# Assigned task
Collect all lines from the records below that include the word "canvas".
== Data to process ==
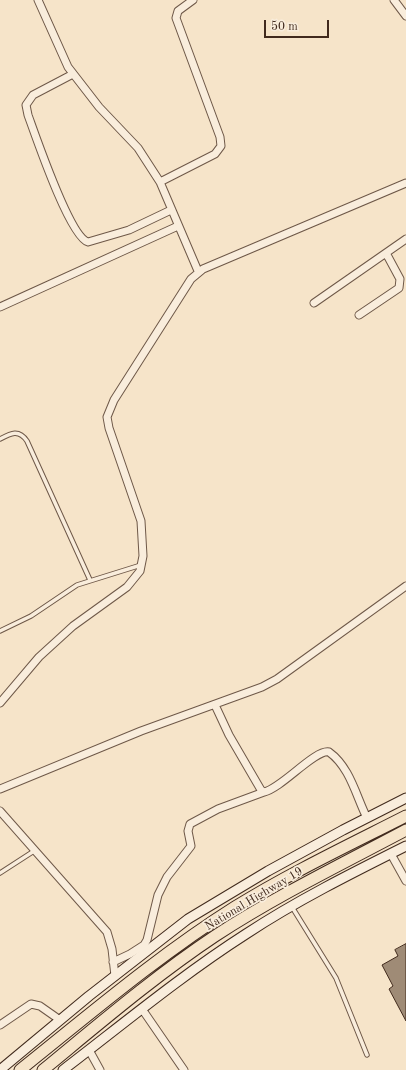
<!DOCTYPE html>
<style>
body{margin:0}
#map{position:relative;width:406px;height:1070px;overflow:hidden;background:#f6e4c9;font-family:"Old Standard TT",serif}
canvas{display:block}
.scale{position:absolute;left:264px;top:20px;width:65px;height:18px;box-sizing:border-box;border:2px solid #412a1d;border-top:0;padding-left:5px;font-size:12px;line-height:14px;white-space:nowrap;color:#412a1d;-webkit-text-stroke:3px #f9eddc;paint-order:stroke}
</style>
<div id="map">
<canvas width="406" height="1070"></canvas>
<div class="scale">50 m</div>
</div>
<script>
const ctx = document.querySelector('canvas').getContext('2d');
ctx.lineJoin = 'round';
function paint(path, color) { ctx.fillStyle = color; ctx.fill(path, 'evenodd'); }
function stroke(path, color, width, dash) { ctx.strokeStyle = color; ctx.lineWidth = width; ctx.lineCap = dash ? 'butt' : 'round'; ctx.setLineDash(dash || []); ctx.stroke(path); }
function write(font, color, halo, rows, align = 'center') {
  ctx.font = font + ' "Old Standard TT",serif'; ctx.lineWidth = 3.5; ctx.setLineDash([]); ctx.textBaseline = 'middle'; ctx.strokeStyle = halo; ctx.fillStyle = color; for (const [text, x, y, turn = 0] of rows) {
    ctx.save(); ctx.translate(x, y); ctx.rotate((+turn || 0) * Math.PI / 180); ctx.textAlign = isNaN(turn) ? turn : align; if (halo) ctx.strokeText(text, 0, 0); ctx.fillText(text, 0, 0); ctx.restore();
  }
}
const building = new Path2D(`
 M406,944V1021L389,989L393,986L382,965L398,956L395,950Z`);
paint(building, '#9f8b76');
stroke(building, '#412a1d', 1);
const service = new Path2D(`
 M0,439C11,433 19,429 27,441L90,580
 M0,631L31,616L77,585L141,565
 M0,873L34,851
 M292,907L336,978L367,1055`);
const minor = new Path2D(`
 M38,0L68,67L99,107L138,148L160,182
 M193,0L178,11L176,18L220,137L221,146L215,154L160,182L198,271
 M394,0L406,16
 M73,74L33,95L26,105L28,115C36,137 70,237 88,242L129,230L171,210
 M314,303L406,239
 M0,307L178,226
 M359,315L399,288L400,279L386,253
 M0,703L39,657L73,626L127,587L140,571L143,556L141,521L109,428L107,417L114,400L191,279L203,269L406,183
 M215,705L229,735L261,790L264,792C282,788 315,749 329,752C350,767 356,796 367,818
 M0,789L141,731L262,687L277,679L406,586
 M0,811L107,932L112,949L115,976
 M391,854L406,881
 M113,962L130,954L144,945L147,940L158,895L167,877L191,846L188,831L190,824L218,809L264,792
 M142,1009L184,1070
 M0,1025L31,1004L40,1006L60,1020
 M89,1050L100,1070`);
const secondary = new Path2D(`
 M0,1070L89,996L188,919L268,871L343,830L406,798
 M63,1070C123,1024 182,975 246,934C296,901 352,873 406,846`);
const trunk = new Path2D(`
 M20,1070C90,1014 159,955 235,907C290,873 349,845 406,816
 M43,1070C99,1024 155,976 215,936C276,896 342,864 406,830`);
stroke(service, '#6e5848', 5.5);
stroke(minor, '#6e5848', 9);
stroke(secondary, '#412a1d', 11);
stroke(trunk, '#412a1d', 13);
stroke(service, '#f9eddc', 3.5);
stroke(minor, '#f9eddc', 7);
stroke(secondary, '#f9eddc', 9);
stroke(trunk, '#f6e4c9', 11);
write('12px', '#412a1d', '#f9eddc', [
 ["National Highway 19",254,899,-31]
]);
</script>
===
# Answer area
canvas{display:block}
<canvas width="406" height="1070"></canvas>
const ctx = document.querySelector('canvas').getContext('2d');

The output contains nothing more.